Safe Delayed Initialization for Lifetime Extension

A niche programming pattern to satisfy the borrow checker.

Many Rust programmers don't know the exact semantics of let:

A variable in let must be assigned at least once in each control-flow path it is used in (exactly once if it is not declared mut).

This means we don't have to initialize variables if we don't use them:

fn main() {
    let _x: u8; // never assigned a value
}

On its own, this isn't very helpful, but it gets slightly less useless when we combine it with conditional control flow:

use rand;

fn main() {
    let x: u8; 
    
    if rand::random::<bool>() {
        x = rand::random();
        // the borrow checker knows that
        // `x` is always assigned before
        // it is read.
        println!("x is {x}");
    }
}

Ok, still not very useful yet. Where this gets actually useful is when we have a reference that we want to sometimes point to some data we allocated on the heap.

use rand;

fn main() {
    let x_string: String; 
    let mut x = "nothing";
    
    if rand::random::<bool>() {
        let n: u8 = rand::random();
        x_string = n.to_string();
        // because `x_string` is declared
        // in the same scope as `x`,
        // we can do this.
        // if `x_string` was
        // declared within this `if` block,
        // it would not live long enough.
        x = &x_string;
    }
    
    // pretend this is really complicated code
    // that we don't want to repeat.
    println!("x is {x}");
}

Many less-experienced Rust programmers would just use "nothing".to_string() here, always storing x on the heap, but this has the downside of a needless allocation.
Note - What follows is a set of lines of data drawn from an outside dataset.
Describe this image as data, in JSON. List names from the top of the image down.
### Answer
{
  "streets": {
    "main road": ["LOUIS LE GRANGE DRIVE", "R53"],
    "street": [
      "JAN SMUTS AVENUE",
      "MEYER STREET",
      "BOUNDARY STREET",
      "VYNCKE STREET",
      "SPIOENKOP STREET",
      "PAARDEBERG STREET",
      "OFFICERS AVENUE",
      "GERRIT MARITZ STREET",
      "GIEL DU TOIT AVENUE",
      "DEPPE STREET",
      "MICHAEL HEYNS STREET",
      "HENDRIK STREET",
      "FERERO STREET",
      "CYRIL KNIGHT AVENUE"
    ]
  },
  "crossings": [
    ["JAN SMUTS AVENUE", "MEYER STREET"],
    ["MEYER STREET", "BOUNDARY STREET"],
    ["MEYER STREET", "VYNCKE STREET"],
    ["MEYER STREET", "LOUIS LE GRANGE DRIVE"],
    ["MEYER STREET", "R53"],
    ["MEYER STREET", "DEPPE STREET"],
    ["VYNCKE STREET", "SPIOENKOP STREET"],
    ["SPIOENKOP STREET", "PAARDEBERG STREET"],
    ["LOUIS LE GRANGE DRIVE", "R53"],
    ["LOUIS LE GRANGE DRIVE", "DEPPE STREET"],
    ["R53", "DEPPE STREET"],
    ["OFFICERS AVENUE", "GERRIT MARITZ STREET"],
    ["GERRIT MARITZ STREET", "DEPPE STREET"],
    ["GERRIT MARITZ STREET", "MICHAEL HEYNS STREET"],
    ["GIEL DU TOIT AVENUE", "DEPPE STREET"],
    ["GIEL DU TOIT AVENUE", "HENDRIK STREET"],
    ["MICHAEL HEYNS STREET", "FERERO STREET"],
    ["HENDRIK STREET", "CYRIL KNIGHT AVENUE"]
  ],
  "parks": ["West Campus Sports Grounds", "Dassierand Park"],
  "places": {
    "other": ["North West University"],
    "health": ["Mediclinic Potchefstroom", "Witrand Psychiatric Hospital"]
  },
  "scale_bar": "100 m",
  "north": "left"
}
Of course, in this example, we could just initialize x_string with a dummy value and make it mut, like let mut x_string = String::new(), but this has a few issues: 1. it implies the string may be mutated several times in-place. 2. if we forget the x_string = line, the compiler won't warn us, and we'll end up printing the empty string. 3. not all types have such a cheap/easy way to create a dummy value like this.

Another alternative would be using MaybeUninit, which may be necessary if your control flow is significantly more complex, but this should be avoided if possible due to the potential to cause Undefined Behavior.

If you're interested in a more real-world example of this pattern, rustdoc uses this in several places, such as in Type::attributes.